## BRIEF:
Your answer should be the lines of the data below that contain "color".

[[ EXERCISE MATERIALS open ]]

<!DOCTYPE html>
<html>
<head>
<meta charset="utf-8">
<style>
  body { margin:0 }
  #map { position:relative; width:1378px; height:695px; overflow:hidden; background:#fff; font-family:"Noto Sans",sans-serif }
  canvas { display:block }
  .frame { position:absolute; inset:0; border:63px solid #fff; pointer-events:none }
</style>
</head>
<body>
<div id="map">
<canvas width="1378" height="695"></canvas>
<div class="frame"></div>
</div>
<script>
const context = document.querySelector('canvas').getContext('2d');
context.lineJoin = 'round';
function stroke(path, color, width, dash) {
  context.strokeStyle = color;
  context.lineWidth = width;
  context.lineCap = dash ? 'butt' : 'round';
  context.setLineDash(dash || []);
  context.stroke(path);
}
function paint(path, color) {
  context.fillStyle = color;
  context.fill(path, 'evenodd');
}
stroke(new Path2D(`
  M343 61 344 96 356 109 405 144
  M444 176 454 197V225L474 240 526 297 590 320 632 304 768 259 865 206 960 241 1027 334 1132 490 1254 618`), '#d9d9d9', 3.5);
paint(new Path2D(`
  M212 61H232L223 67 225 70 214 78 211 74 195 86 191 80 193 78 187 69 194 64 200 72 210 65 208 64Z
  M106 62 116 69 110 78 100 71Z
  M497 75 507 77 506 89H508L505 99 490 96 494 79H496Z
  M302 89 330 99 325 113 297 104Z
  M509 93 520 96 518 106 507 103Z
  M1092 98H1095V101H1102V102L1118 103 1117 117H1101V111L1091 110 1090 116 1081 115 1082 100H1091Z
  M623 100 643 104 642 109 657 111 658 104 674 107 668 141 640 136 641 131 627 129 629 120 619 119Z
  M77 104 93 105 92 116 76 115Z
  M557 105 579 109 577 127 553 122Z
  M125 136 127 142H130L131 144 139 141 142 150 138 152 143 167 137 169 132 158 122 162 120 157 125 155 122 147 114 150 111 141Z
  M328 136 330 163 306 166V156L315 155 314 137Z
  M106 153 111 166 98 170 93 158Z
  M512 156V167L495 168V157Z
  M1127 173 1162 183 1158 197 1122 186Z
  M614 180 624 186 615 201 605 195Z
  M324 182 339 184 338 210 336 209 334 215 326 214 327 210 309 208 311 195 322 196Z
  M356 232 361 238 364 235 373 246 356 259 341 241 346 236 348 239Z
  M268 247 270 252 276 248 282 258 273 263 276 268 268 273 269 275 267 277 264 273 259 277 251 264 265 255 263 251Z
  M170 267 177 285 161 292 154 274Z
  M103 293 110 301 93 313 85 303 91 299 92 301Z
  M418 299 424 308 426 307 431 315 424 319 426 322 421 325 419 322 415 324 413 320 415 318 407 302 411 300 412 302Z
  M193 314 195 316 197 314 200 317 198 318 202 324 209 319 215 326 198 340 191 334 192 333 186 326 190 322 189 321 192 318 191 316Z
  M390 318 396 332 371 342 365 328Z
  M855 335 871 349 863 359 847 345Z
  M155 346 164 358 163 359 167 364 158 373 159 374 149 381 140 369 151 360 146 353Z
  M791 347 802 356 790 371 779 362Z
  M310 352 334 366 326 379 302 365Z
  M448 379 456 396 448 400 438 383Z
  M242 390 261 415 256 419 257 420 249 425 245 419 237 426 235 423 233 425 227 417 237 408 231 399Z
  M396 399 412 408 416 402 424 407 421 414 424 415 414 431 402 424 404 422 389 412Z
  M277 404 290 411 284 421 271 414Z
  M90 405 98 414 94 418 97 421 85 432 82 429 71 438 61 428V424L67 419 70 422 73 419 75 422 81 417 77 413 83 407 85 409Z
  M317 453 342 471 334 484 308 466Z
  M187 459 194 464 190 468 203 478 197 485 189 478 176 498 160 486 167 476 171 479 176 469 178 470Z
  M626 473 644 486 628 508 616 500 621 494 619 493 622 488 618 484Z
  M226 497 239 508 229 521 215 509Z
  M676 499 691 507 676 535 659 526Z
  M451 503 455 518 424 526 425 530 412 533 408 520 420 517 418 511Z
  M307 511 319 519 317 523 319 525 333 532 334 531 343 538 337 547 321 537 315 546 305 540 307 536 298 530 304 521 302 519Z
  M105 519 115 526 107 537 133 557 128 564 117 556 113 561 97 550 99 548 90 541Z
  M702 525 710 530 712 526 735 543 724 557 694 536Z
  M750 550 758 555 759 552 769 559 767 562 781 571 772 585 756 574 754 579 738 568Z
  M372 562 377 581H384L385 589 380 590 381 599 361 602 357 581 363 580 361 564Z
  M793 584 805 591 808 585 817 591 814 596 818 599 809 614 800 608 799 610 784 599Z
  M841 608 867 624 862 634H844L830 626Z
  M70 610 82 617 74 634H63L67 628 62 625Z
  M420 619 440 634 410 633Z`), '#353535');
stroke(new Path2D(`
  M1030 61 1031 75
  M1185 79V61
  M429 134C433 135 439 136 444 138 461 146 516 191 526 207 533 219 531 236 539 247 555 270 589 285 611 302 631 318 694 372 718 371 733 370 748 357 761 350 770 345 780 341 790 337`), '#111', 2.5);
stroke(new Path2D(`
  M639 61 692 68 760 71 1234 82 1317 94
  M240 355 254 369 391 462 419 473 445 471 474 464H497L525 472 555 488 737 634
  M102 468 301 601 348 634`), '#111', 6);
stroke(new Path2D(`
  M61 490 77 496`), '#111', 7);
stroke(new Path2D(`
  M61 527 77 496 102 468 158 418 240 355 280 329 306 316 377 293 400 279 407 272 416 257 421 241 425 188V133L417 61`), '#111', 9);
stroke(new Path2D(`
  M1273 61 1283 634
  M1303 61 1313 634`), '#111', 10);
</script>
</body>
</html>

[[ EXERCISE MATERIALS closed ]]

## WRITTEN RESPONSE:
function stroke(path, color, width, dash) {
  context.strokeStyle = color;
function paint(path, color) {
  context.fillStyle = color;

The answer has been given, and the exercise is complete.